Heavy Duty 1/2” Drive Extension. Here is an improvement of an existing tool. I took a 10-inch-long 1/2” drive ratchet extension and reinforced it with a section of 3/4” iron pipe. Photo 3 shows the regular extension at the top, and the image that resembles a “corn dog” just below it is my creation. The pipe is the length of the extension’s shaft and is welded completely shut at both ends. The coat of paint was applied to avoid rusting.

I needed to use a 10” extension to re-torque the rear wheels on my motorhome. The specified torque is 185 foot-pounds; however, torsion in the extension was very evident, so I was unable to obtain a reasonably accurate reading. I considered purchasing an adapter to step up to a 3/4” drive, and then use a 3/4” extension and socket but this seemed like a needless expense.

Using this reinforced extension I am now able to apply torque without losing a tremendous amount of it in the extension itself.

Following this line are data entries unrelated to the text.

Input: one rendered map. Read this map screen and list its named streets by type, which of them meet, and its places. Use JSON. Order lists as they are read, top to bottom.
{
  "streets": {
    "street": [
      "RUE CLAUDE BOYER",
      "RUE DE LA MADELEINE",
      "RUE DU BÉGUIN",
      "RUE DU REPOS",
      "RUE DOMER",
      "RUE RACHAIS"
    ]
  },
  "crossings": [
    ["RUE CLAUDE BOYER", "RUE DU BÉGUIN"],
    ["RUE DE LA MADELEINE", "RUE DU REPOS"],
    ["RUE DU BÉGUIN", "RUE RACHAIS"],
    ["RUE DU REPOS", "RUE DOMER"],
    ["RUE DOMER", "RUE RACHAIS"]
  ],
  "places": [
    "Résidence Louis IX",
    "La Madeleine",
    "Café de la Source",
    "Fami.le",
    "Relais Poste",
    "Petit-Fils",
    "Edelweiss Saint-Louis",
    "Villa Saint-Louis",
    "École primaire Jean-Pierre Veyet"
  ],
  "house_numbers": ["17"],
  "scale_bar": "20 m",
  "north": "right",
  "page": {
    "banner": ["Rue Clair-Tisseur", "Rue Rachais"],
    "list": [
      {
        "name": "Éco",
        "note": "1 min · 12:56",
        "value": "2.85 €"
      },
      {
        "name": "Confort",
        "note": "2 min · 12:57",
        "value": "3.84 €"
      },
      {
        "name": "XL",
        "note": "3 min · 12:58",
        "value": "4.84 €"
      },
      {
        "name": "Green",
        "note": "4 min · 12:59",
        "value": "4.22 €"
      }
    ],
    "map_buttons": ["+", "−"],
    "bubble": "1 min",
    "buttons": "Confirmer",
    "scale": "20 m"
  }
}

While it’s always best to avoid using any extensions if possible with a torque wrench, in many cases there is no option.

Remote Starter Button. You certainly can buy this item, but making one will likely cost less than even the cheap production stuff, or at least will be made of better components, and it can be fitted with a longer than normal wire if desired. The switch is a “brass push-button starter switch,” (that’s certainly appropriate for this project) made by Dorman, item #86915. This was purchased at Advance Auto Parts for just under $5. There is a PVC 11⁄2” coupling and a 11⁄2” x 1⁄2” bushing that will act as the grip. Their combined cost was $1.45. For the connections I will use a length of 16 gauge (stranded) two conductor wire, probably 8’ in length. (I purchased a 100’ roll of this wire from Radio Shack several years ago, and use it often for projects.) On the end of each wire will be an alligator clip used for connecting to the starter relay.

Photo 3. At the top is a normal 10-inch-long 1/2” drive extension. Below it is the same size extension that’s been reinforced with iron pipe.
Photo 3. At the top is a normal 10-inch-long 1/2” drive extension. Below it is the same size extension that’s been reinforced with iron pipe.

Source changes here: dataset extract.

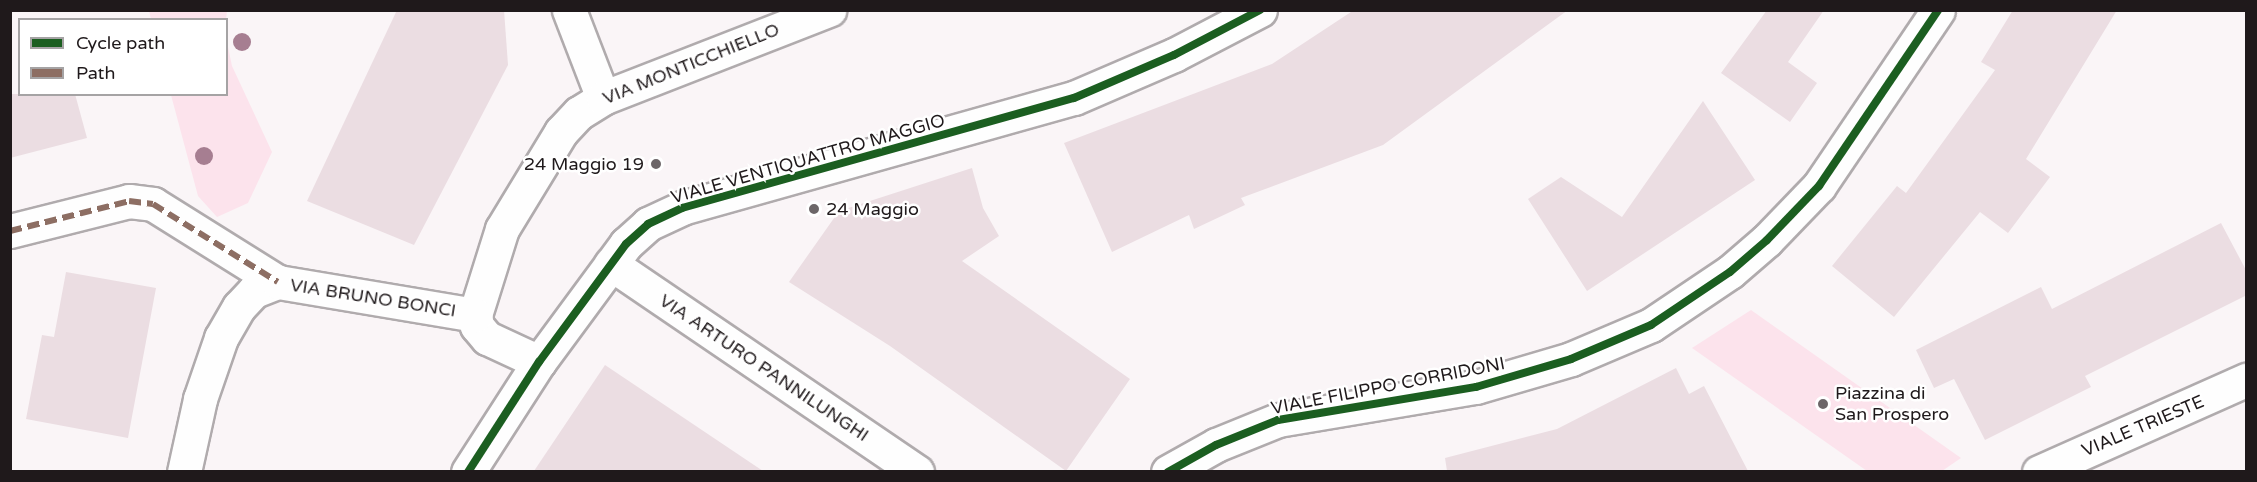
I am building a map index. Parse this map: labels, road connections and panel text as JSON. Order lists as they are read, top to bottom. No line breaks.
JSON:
{"streets":{"street":["VIA MONTICCHIELLO","VIALE VENTIQUATTRO MAGGIO","VIA BRUNO BONCI","VIA ARTURO PANNILUNGHI","VIALE FILIPPO CORRIDONI","VIALE TRIESTE"]},"crossings":[["VIA MONTICCHIELLO","VIA BRUNO BONCI"],["VIALE VENTIQUATTRO MAGGIO","VIA ARTURO PANNILUNGHI"]],"places":["24 Maggio 19","24 Maggio","Piazzina di San Prospero"],"legend":["Cycle path","Path"]}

Photo 4. This starter button functions like one you might purchase, but was fitted with a long wire.
Photo 4. This starter button functions like one you might purchase, but was fitted with a long wire.

Connect one wire to each terminal of the switch. Terminal connectors are highly recommended here. They will make connecting to the switch much easier. On the opposite ends of the wires I would either use terminal connectors (if a screw is used for wire attachment), or solder the wires directly to the alligator clips. To avoid accidentally pulling the wire loose from the switch, pull up a couple of inches of the wire, and using a plastic tie strap, secure it to the body of the switch. This way, if the wires are accidentally tugged, the pressure will pull against the tie strap and not the terminal connections.

Now slide the switch through the PVC coupling and then through the hole in the bushing. Thread the switch’s rubber cap on until the switch is snug, and then squeeze the bushing into the coupling. The results will look like Photo 4. If all the items are purchased new, this project will cost around $10.